PORT-AU-PRINCE, Haiti . In Haiti, the Americas’ poorest state, the top priority of the incoming prime minister is no different from that of the leader of the world’s richest economy, the United States, just a two-hour flight away.
“Jobs, jobs, jobs,” the new prime minister, Garry Conille, said in an interview hours after the Haitian Senate ratified him as the new head of the government. He was nominated by President Michel Martelly.
The Senate’s confirmation late on Tuesday of Mr. Conille, 45, a doctor and a United Nations development expert, came as a relief to foreign governments and donors and followed the rejection by lawmakers of two previous nominations by Mr. Martelly, who won a presidential election runoff in March.
Donors have been eagerly awaiting the installation of a prime minister to tackle the reconstruction of Haiti after the devastating earthquake in January 2010 that killed more than 300,000 people and destroyed much of Port-au-Prince, the capital.
Haiti’s estimated unemployment rate last year was 41 percent, according to the Central Intelligence Agency’s World Factbook, and more than two-thirds of Haitians who are of working age do not have formal jobs.
In addition, 80 percent of Haiti’s population lives under the poverty line, with 54 percent in abject poverty, according to the intelligence agency’s factbook.
Mr.
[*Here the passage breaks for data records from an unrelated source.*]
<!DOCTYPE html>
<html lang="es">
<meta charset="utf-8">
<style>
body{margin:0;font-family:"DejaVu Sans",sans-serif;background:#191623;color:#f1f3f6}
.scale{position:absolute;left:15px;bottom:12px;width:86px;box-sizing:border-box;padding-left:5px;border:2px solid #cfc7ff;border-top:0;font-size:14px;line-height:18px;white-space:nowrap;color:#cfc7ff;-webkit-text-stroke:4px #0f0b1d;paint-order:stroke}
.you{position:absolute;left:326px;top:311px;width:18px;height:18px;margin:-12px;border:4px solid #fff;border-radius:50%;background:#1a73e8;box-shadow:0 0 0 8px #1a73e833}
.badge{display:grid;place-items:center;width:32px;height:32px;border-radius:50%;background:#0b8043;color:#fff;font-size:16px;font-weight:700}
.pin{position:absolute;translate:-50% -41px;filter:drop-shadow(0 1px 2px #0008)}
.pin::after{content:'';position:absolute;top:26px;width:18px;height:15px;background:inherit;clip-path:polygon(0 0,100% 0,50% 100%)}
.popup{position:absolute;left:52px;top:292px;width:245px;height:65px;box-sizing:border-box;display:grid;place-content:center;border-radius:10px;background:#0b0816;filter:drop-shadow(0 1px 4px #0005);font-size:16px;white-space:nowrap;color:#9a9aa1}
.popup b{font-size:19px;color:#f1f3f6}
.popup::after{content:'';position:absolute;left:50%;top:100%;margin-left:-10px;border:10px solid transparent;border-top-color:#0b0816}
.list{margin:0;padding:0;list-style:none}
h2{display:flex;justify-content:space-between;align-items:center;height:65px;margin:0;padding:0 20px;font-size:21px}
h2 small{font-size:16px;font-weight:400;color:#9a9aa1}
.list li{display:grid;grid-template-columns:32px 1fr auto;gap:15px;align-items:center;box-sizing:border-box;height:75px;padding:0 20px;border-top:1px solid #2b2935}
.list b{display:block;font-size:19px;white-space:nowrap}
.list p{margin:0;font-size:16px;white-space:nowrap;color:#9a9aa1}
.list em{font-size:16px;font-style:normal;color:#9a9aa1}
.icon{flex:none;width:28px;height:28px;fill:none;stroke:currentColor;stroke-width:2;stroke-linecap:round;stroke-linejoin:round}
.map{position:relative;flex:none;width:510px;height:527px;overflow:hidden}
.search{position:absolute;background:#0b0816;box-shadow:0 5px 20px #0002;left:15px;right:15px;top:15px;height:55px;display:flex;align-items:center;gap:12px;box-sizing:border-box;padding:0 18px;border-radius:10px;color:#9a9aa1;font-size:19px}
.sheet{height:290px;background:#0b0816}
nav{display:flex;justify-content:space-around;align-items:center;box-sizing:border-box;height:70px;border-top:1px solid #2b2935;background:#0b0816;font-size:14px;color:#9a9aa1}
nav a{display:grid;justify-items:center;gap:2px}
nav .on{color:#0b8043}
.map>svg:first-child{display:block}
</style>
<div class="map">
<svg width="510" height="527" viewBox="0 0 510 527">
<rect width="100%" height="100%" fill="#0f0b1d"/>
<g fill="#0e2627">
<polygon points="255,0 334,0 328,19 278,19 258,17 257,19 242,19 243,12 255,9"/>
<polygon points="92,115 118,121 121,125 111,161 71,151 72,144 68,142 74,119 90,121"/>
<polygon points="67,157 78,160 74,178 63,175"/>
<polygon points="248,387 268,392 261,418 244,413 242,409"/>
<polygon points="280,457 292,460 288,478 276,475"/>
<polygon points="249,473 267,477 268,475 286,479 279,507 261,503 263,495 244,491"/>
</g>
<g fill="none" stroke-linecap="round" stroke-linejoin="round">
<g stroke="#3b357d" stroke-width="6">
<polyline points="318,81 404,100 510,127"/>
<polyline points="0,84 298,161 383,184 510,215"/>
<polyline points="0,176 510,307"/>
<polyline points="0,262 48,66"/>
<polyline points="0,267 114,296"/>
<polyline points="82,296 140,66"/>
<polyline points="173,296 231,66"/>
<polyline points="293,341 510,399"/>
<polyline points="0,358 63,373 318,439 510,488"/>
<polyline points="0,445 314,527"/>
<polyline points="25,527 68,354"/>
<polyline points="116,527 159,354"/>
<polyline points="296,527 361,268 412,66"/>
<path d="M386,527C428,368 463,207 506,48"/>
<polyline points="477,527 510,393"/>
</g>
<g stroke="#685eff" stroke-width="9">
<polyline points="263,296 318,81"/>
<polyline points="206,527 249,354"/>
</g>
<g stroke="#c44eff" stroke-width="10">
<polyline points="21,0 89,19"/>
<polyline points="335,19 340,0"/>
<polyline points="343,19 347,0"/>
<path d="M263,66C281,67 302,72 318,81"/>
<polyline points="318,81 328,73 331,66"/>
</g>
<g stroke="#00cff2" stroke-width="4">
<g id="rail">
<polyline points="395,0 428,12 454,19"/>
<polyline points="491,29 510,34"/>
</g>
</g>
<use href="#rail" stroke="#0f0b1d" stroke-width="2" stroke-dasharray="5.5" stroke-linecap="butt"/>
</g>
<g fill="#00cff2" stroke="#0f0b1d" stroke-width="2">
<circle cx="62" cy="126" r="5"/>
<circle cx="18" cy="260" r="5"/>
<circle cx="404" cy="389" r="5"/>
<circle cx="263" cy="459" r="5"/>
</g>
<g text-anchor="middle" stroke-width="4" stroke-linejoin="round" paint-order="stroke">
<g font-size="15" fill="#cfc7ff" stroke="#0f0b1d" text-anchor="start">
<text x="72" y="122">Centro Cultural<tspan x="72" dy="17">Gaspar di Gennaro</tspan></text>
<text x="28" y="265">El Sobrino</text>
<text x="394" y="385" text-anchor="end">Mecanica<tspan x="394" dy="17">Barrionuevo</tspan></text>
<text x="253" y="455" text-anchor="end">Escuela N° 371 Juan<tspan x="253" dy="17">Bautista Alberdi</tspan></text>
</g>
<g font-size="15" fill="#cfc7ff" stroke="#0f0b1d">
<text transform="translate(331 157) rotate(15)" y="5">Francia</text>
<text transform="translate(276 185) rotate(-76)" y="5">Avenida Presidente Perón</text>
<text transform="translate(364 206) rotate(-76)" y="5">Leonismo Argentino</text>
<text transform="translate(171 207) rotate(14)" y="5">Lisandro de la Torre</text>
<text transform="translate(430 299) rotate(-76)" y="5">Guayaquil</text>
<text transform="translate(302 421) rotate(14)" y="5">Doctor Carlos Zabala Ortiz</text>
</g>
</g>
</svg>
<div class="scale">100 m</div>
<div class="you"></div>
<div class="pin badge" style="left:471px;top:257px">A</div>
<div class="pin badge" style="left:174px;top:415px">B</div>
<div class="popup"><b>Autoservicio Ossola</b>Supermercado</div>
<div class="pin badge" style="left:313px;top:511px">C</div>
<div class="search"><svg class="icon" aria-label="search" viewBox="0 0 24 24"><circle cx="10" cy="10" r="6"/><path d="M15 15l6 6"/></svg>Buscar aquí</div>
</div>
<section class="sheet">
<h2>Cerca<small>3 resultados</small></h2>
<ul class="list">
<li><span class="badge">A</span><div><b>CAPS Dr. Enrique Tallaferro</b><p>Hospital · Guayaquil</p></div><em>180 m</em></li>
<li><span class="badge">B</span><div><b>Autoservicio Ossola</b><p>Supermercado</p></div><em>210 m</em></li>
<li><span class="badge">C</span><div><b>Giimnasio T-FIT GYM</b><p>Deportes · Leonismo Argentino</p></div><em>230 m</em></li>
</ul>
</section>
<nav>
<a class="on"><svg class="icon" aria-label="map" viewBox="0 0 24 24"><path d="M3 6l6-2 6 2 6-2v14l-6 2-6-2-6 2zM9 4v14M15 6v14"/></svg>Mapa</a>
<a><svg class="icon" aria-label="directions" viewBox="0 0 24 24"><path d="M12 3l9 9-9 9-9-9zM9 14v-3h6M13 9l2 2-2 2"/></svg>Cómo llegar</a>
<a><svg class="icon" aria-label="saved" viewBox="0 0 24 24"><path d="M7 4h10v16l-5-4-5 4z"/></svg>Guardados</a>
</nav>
Conille, who has worked on development projects in several African states for the United Nations, said he was confident that he could rally both Haitians and international donors behind a government program that he said he intended to submit to Parliament for approval.
“This will be a battle in some ways,” he said, adding that it will also represent “a unique and historical opportunity to put all Haitians together around a common program to rebuild their country.”
He said he planned to seek political diversity and inclusiveness in his cabinet, not always easy in a volatile nation often torn by fighting between political factions. “No sector will be excluded,” he said in the interview in his office in Port-au-Prince. “We will all share responsibilities around a common vision to get the country out of this difficult situation.”
Mr. Conille said he had no illusions about the enormousness of the task facing the government. Nearly 21 months after the earthquake, many Haitians are still homeless, jobless and destitute.
“Not only did the earthquake hit one of the poorest countries in the world, but it hit the center of the country’s activities, which is Port-au-Prince, crippling the government, private sector, businesses, banks,” he said.
Mr. Conille also served as chief of staff to former President Bill Clinton in Mr. Clinton’s role as special United Nations Haiti envoy.
Echoing pledges made by his political sponsor, Mr. Martelly, Mr. Conille said he would seek to spread the rebuilding and development efforts and resources evenly between the capital and rural Haiti, where half the population lives.
He acknowledged that the reconstruction process initiated by the government after the earthquake, bolstered by pledges of billions of dollars in aid from donors, had fallen short so far of the expectations and needs of the Haitian people.